● EXERCISE BRIEF:
Show each line of the entries below in which the word "Christina" appears.

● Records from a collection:

========

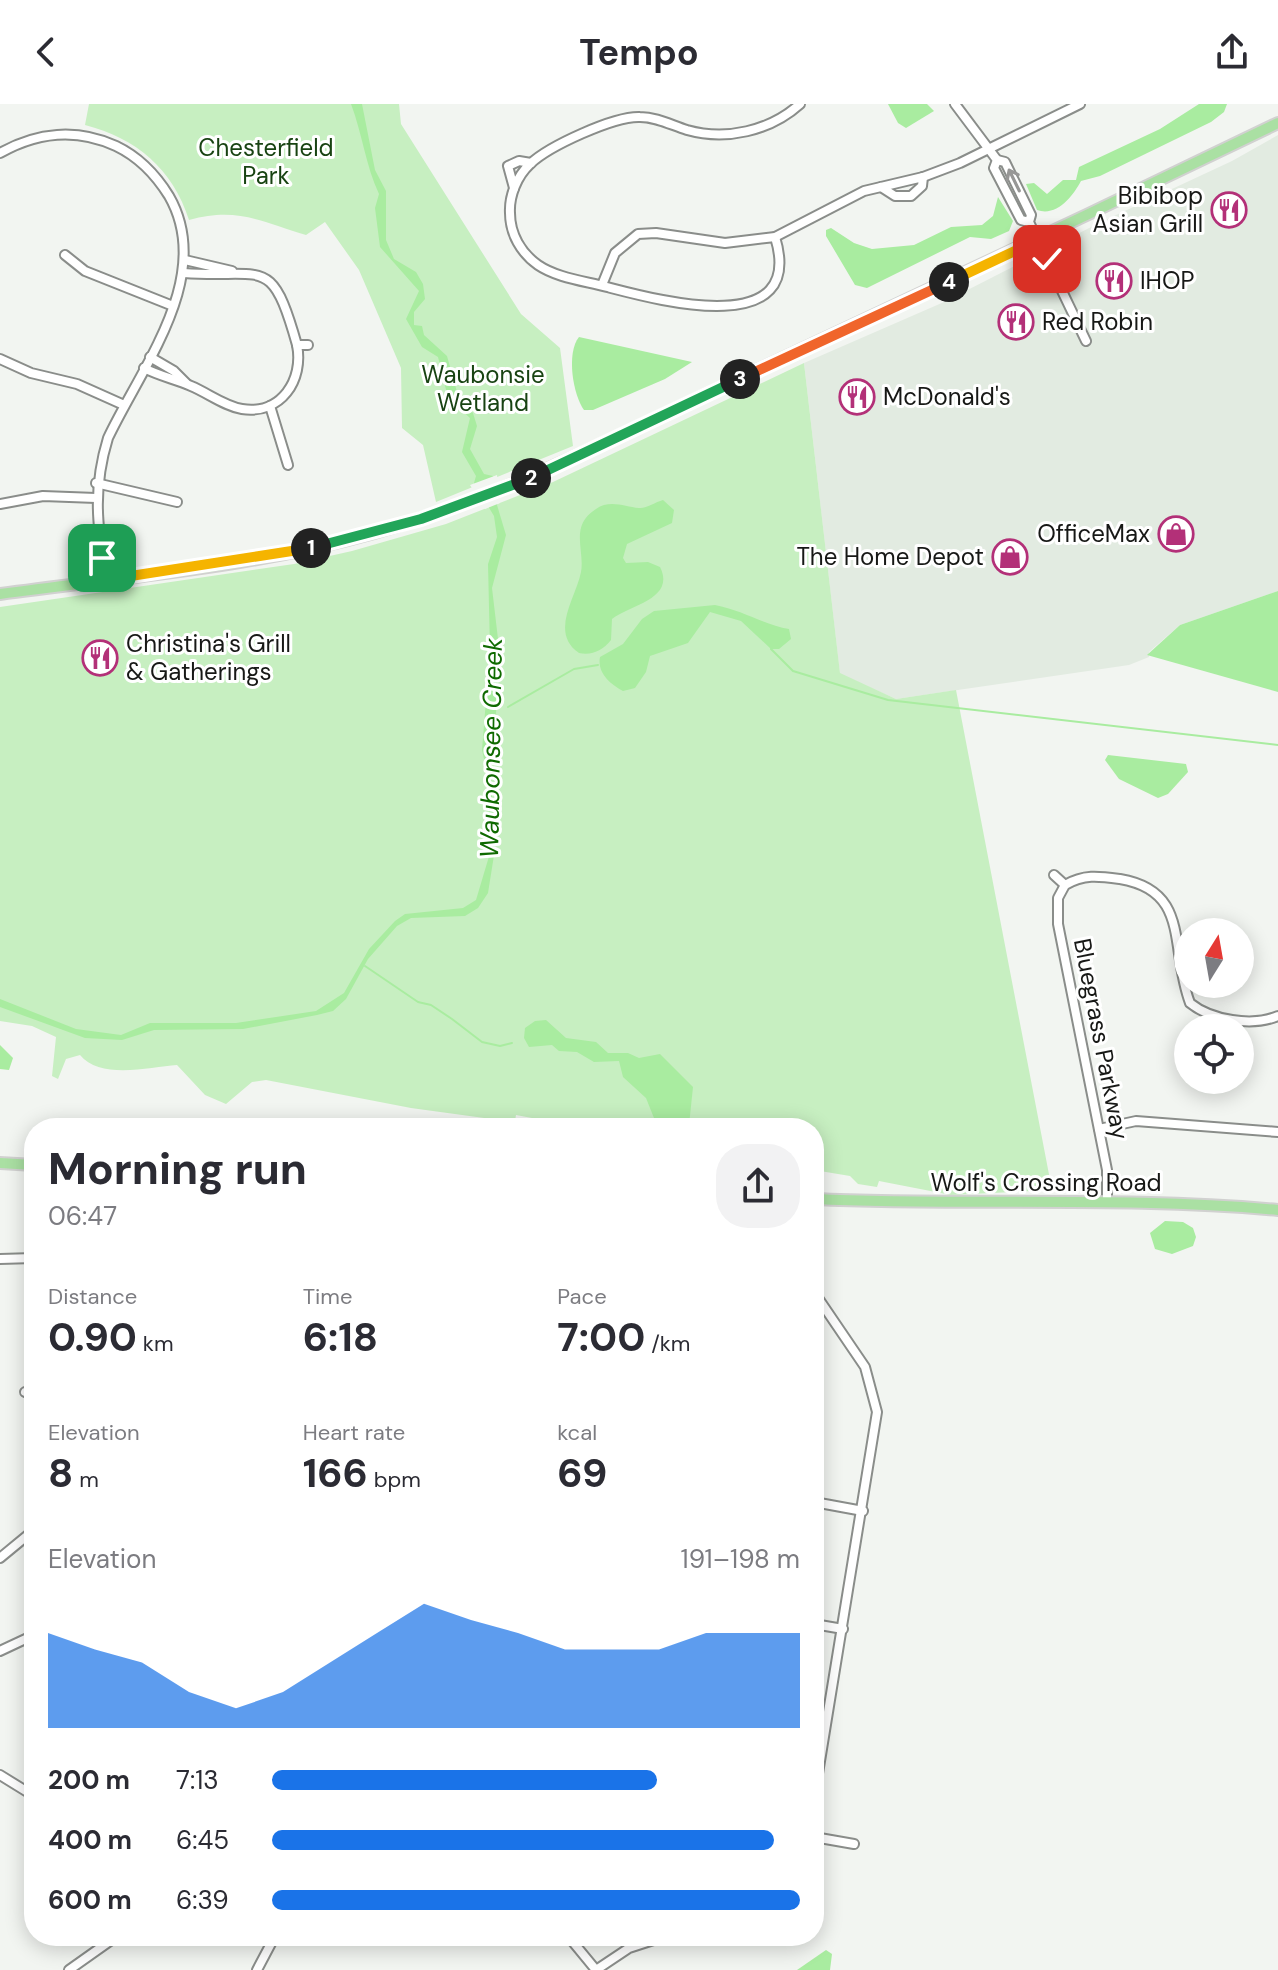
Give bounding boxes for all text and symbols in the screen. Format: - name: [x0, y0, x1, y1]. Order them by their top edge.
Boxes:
- text: Tempo: [579, 29, 699, 76]
- icon: back: [24, 30, 68, 74]
- icon: share: [1210, 30, 1254, 74]
- park label: Chesterfield Park: [198, 132, 334, 191]
- one-way arrow: [1006, 169, 1021, 193]
- place label: Bibibop Asian Grill: [1093, 180, 1203, 239]
- restaurant icon: Bibibop Asian Grill: [1210, 191, 1248, 229]
- pin: [1013, 225, 1081, 293]
- icon: check: [1025, 237, 1069, 281]
- pin: 4: [929, 262, 969, 302]
- restaurant icon: IHOP: [1095, 262, 1133, 300]
- place label: IHOP: [1140, 265, 1195, 296]
- text: 4: [942, 267, 956, 296]
- restaurant icon: Red Robin: [997, 303, 1035, 341]
- place label: Red Robin: [1042, 306, 1153, 337]
- park label: Waubonsie Wetland: [421, 359, 545, 418]
- pin: 3: [720, 359, 760, 399]
- text: 3: [733, 364, 747, 393]
- restaurant icon: McDonald's: [838, 378, 876, 416]
- place label: McDonald's: [883, 381, 1011, 412]
- pin: 2: [511, 458, 551, 498]
- text: 2: [525, 463, 537, 492]
- shop icon: OfficeMax: [1157, 515, 1195, 553]
- place label: OfficeMax: [1037, 518, 1150, 549]
- pin: [68, 524, 136, 592]
- pin: 1: [291, 528, 331, 568]
- text: 1: [307, 533, 315, 562]
- icon: arrive: [80, 536, 124, 580]
- shop icon: The Home Depot: [991, 538, 1029, 576]
- place label: The Home Depot: [796, 541, 984, 572]
- place label: Christina's Grill & Gatherings: [126, 628, 291, 687]
- water label: Waubonsee Creek: [472, 637, 510, 859]
- restaurant icon: Christina's Grill & Gatherings: [81, 639, 119, 677]
- north arrow: [1174, 918, 1254, 998]
- map controls: [1174, 918, 1254, 1094]
- street label: Bluegrass Parkway: [1067, 936, 1136, 1142]
- button: locate: [1174, 1014, 1254, 1094]
- text: Morning run: [48, 1140, 307, 1198]
- button: share: [716, 1144, 800, 1228]
- street label: Wolf's Crossing Road: [930, 1167, 1162, 1198]
- text: 06:47: [48, 1199, 117, 1233]
- text: Distance: [48, 1282, 137, 1311]
- text: Time: [303, 1282, 352, 1311]
- text: Pace: [557, 1282, 607, 1311]
- text: 0.90: [48, 1311, 137, 1363]
- text: 6:18: [303, 1311, 378, 1363]
- text: 7:00: [557, 1311, 645, 1363]
- text: km: [137, 1329, 174, 1358]
- text: /km: [645, 1329, 690, 1358]
- text: Elevation: [48, 1418, 140, 1447]
- text: Heart rate: [303, 1418, 405, 1447]
- text: kcal: [557, 1418, 597, 1447]
- text: 8: [48, 1447, 73, 1499]
- text: 166: [303, 1447, 368, 1499]
- text: 69: [557, 1447, 607, 1499]
- text: m: [73, 1465, 99, 1494]
- text: bpm: [368, 1465, 421, 1494]
- text: Elevation: [48, 1542, 156, 1576]
- text: 191–198 m: [681, 1542, 800, 1576]
- text: 200 m: [48, 1763, 130, 1797]
- text: 7:13: [176, 1763, 219, 1797]
- text: 400 m: [48, 1823, 132, 1857]
- text: 6:45: [176, 1823, 229, 1857]
- text: 600 m: [48, 1883, 132, 1917]
- text: 6:39: [176, 1883, 229, 1917]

========

● OUTPUT FOR THIS EXERCISE:
- place label: Christina's Grill & Gatherings: [126, 628, 291, 687]
- restaurant icon: Christina's Grill & Gatherings: [81, 639, 119, 677]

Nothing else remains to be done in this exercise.